In case it wasn't already clear, the guidance, though light, pretty much confirms a win in the next Apple phones and the Q&A reinforces that.  So that's a future positive.  It shouldn't be too hard for analysts to figure that one out; so I'm looking for upside, but the news is balanced by Korea looking a bit scary in the medium-term.  Management sees market share there dropping from the 80% range to as low as 50 or 60%.  Given that Korea is only 27% of InvenSense's business now, that's not as bad as it sounds.  It's also likely to be temporary.  The Koreans are looking to lead the way in flexible electronics, probably ramping late next year. That should help to alleviate the macro concerns that have InvenSense management so cautious on guidance right now.

The wildcard is a patent cross licensing deal which resulted in an $11.7M GAAP-only charge.  This is probably a modification to the deal with STMicro, and the amount of the charge roughly fits the stock increase I noted from the S-8.  The first patent-cross licensing deal with STM wasn't the positive I had hoped for, and with no details available on this one yet, it's hard to be sure of the impact. 

Markets don't like uncertainty, and price target cuts from Northland ($15 from $18, Neutral from Outperform) and Ascendiant ($17 from $20, Buy) won't help either.  Nonetheless, I'm not inclined to be too concerned about pre-market movement.  Retail investors are starting to see that the company is performing consistently, but institutional ones will continue to fret about margins.  The will also want to see harder evidence of success in the non-mobile markets that InvenSense is expanding into. 

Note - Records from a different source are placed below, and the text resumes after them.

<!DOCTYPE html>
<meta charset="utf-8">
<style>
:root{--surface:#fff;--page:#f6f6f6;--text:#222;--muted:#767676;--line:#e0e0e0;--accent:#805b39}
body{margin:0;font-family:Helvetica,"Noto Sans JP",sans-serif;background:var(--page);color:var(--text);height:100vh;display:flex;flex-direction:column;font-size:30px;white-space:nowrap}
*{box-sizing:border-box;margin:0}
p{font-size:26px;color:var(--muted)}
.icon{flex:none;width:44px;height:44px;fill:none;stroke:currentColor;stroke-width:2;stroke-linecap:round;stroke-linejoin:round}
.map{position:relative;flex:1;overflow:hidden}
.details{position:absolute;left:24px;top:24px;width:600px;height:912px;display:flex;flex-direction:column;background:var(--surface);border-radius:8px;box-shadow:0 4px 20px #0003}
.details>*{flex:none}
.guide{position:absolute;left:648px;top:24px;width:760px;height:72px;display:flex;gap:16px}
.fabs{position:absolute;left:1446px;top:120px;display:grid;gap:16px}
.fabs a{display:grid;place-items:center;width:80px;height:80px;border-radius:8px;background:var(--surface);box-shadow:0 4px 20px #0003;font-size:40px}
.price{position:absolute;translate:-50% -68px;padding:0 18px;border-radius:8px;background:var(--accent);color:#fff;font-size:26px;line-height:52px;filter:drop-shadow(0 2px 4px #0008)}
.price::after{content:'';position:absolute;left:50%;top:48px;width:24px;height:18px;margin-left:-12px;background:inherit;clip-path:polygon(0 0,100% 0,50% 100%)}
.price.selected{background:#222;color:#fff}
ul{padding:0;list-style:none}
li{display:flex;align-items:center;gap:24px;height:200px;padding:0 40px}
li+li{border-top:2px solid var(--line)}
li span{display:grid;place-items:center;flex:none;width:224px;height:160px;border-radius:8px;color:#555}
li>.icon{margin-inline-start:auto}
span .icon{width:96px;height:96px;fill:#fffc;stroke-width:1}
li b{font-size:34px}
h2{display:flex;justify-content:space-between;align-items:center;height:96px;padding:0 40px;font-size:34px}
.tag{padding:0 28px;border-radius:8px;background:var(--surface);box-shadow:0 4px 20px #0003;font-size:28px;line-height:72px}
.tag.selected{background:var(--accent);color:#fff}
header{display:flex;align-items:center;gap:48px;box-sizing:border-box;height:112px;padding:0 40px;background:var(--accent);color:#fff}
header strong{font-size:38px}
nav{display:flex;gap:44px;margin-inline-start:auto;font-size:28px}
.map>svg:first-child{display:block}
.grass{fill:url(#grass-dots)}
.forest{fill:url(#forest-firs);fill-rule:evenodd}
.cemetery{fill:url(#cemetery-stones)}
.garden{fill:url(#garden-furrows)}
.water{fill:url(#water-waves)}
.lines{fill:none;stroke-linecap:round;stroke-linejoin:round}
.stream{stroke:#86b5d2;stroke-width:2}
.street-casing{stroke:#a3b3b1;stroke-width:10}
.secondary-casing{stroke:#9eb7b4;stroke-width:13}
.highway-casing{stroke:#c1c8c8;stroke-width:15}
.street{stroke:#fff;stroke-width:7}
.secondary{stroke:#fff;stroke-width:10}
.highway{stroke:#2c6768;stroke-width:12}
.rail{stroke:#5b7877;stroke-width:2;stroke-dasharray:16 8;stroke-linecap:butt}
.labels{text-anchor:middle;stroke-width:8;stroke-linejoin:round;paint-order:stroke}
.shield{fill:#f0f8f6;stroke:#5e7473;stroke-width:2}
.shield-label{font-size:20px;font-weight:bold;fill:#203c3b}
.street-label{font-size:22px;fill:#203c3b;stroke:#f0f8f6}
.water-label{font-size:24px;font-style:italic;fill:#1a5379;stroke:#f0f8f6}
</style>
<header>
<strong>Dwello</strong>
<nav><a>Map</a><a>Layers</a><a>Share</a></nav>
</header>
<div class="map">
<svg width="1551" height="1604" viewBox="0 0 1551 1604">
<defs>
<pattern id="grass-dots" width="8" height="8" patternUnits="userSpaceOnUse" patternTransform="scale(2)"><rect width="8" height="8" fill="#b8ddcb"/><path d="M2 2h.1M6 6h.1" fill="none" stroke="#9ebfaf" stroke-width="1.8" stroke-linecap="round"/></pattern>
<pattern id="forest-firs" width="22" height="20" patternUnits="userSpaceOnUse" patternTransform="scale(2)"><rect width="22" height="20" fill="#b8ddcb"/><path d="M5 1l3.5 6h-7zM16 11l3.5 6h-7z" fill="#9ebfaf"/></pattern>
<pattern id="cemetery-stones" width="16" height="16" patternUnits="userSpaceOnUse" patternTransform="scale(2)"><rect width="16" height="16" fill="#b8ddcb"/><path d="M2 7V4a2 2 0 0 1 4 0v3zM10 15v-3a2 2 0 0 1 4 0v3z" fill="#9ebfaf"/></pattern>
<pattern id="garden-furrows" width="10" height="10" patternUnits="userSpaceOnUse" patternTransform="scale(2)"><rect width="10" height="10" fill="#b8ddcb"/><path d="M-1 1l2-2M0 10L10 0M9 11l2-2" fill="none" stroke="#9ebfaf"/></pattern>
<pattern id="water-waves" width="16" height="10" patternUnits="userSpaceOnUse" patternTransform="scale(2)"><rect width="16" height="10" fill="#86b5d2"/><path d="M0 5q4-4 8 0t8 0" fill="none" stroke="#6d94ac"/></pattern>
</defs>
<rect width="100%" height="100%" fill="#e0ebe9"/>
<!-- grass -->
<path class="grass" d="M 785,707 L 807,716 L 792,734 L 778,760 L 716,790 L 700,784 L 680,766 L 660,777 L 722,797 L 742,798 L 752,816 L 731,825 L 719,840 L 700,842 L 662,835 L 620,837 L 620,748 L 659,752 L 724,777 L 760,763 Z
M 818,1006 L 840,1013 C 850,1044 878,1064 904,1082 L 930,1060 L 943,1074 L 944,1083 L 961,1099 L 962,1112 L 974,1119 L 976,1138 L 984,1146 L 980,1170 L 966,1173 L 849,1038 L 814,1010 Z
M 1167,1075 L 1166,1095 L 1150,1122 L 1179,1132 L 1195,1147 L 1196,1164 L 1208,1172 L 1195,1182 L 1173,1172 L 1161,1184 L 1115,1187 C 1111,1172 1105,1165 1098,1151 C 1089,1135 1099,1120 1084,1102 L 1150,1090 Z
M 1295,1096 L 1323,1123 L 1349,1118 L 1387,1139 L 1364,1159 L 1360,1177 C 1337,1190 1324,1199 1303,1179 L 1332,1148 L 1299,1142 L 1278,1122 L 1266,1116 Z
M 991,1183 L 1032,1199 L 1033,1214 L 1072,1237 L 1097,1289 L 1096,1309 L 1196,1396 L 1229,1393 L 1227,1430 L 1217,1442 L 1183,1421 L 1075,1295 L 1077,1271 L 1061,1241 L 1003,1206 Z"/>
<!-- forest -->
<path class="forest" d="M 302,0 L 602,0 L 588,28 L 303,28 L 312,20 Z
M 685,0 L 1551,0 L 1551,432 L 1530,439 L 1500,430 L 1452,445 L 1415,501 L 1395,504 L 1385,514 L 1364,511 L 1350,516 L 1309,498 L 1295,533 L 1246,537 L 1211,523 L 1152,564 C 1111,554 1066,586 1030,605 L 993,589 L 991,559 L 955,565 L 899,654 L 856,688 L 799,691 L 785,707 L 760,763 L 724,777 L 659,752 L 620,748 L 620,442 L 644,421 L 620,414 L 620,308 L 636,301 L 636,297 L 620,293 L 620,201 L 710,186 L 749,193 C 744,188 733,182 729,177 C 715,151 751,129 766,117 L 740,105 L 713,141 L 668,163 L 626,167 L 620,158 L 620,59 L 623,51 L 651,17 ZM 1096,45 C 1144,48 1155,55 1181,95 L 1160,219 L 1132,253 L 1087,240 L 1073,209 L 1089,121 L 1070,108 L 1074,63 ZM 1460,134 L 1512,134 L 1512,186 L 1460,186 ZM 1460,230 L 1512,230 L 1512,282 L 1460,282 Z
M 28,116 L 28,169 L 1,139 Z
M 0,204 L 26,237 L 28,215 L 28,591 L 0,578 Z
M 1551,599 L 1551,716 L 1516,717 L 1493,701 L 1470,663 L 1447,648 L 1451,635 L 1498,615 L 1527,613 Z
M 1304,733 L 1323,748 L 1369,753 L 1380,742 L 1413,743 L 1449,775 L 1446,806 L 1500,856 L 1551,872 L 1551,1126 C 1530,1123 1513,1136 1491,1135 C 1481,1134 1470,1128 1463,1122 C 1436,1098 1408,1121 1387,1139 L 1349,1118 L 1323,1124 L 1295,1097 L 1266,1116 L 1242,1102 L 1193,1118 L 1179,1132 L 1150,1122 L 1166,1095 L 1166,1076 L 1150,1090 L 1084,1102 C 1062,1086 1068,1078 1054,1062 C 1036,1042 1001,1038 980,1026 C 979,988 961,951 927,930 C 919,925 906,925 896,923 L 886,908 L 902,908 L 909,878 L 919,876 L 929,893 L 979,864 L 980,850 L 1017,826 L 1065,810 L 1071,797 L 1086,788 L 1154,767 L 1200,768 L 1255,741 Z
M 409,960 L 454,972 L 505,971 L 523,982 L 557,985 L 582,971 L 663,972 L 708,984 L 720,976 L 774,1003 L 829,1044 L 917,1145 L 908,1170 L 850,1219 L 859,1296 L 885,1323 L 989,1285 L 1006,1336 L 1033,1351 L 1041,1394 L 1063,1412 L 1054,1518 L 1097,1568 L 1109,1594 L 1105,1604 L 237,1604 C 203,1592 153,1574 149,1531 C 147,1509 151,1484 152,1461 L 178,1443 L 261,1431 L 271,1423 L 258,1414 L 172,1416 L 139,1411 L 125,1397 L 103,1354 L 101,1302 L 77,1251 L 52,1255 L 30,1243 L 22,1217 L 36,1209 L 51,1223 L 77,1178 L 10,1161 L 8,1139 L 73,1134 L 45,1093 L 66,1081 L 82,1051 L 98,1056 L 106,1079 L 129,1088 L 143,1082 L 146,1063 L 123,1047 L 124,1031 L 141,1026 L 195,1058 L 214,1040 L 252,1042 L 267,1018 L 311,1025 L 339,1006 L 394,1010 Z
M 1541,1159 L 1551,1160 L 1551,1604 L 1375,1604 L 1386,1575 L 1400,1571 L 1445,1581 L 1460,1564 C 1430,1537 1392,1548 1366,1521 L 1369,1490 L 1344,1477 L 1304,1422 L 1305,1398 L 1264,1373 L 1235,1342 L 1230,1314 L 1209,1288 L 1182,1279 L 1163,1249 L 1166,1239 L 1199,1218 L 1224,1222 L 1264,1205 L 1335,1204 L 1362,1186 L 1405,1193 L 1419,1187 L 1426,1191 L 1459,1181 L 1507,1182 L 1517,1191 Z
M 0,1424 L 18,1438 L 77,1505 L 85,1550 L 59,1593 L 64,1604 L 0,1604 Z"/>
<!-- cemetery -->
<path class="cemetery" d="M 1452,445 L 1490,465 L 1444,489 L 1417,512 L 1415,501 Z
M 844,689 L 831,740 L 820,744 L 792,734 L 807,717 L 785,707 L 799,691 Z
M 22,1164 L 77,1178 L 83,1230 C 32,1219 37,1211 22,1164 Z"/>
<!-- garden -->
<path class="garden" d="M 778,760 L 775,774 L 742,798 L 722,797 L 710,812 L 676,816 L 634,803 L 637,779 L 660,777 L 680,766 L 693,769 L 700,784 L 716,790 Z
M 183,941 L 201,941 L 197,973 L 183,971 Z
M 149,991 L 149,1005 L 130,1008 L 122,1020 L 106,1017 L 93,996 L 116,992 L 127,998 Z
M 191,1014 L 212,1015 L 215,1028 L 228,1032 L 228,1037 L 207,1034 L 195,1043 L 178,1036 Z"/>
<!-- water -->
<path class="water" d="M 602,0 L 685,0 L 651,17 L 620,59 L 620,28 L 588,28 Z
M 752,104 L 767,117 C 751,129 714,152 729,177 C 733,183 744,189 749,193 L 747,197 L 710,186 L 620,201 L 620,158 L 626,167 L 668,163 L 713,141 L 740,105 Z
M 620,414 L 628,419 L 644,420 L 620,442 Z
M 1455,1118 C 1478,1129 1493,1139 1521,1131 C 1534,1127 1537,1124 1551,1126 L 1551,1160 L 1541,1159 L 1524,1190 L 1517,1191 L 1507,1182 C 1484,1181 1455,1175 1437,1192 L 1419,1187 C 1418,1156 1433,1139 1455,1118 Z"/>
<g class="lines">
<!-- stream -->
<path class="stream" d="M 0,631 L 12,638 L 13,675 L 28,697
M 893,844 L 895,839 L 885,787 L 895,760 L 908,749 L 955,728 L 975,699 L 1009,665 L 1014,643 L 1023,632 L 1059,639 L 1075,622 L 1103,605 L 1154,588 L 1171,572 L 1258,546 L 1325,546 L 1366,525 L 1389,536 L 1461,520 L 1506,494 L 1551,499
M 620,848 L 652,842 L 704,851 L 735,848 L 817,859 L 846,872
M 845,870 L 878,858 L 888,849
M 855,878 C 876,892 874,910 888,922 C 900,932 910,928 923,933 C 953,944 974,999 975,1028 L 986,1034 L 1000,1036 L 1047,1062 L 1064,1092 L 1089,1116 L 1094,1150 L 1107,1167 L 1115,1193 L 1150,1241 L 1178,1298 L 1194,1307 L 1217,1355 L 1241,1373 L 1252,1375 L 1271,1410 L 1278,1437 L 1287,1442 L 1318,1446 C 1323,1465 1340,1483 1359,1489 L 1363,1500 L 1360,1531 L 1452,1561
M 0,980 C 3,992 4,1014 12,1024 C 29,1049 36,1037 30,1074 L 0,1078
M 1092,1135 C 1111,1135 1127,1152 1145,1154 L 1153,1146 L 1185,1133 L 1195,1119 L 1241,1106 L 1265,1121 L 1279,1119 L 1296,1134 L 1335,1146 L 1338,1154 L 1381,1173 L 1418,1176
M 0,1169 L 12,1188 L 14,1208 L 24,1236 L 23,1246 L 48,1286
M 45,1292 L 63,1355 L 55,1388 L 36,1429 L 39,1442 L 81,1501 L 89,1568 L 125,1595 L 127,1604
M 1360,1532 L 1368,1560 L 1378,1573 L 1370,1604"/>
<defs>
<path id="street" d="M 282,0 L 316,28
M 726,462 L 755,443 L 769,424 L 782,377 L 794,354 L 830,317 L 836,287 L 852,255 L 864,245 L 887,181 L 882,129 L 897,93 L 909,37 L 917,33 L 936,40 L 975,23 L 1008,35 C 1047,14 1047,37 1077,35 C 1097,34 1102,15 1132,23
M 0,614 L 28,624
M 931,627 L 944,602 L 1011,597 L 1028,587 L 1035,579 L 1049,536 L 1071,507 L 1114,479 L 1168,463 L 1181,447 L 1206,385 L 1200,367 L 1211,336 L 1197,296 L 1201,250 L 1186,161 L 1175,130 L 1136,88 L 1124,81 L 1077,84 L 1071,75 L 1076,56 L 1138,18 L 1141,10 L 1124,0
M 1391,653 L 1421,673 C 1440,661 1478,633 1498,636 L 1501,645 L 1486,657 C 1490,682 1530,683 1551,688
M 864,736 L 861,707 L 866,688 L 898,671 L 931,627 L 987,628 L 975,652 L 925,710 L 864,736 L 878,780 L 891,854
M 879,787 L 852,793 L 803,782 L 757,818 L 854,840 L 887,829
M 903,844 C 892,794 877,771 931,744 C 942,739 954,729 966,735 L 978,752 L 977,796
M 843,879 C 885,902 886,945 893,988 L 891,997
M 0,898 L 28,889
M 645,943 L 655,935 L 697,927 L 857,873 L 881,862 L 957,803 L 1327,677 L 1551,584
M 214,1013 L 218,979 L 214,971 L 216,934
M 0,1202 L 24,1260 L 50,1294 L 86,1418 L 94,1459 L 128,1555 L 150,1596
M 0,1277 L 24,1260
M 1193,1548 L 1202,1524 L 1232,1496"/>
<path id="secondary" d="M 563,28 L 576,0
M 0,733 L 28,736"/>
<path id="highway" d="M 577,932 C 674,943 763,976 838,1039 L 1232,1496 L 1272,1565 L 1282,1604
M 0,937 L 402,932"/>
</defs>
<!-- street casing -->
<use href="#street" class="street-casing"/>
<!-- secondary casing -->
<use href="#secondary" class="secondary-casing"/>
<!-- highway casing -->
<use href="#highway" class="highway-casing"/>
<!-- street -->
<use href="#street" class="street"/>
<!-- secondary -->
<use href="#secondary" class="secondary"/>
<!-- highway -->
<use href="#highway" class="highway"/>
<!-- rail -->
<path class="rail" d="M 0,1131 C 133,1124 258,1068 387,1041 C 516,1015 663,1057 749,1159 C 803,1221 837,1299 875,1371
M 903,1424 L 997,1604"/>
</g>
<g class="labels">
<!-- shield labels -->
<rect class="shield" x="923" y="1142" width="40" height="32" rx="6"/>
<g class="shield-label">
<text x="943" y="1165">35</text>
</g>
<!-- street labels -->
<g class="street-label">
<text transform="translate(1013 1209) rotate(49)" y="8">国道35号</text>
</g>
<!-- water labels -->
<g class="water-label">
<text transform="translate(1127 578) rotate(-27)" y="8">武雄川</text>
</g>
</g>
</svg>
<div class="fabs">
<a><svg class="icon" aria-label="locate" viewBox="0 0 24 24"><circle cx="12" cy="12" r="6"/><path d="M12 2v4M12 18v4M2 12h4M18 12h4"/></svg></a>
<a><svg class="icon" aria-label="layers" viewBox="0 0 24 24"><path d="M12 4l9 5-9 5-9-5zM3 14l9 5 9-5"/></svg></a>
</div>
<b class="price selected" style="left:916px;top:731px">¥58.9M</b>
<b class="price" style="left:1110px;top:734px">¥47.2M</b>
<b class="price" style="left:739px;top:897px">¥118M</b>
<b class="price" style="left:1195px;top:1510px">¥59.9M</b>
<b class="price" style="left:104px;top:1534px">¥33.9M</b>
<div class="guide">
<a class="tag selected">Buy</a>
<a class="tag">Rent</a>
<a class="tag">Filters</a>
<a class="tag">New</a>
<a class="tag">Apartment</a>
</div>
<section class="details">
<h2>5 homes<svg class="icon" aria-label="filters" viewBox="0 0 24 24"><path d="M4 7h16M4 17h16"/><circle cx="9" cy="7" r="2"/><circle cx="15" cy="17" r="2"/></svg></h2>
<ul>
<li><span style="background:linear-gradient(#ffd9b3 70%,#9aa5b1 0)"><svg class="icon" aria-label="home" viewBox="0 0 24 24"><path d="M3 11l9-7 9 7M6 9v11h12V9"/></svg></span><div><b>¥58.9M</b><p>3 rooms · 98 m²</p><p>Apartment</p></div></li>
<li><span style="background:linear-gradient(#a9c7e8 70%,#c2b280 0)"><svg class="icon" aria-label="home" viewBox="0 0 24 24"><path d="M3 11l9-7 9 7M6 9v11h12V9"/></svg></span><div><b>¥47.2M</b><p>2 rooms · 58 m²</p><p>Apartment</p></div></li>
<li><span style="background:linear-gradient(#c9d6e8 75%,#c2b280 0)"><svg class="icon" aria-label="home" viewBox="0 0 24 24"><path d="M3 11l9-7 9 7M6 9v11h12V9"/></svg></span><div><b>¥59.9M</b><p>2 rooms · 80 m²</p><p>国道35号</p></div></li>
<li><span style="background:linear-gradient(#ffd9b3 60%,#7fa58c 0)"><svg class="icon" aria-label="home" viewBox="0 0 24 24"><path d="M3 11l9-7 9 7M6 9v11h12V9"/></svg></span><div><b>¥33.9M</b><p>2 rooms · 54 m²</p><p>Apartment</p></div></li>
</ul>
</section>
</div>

Other significant points from the call:
  • Dead Reckoning:  the InvenSense Positioning Library is shipping to a major smartphone OEM and is in software trials at several global brands.
  • Analog Audio: "We expect to see revenue from these applications and others by the end of our fiscal year. While the mobile market still lags behind other verticals in its requirement for high-end audio performance, we do believe that sound quality particularly for video will eventually become a competitive differentiator."
  • Digital Audio: is longer term, but more important as it enables always on sensor fusion.  Management cites early interest at a number of mobile OEMs, as well as design win success in wearable applications.
One subscriber asks if I could agree that INVN will be back to the $14-15 range soon, and I think the answer is yes.  It may be immediate, if the market is as confident as I am about the next win(s) at Apple, or it could wait for the teardown of those devices.  Beyond that I still see the same potential together with increased execution risk. 

I'll be keen to hear details of the cross-licensing deal, and that could come even before hard confirmation on the Apple devices.  Just as with the first time around, I see this as clearing the way to acquisition.  In particular I note that the recent memory breakthrough at Intel/Micron points the way to single-chip mobile devices.  Those chips will want integrated sensors, and InvenSense is the clear choice.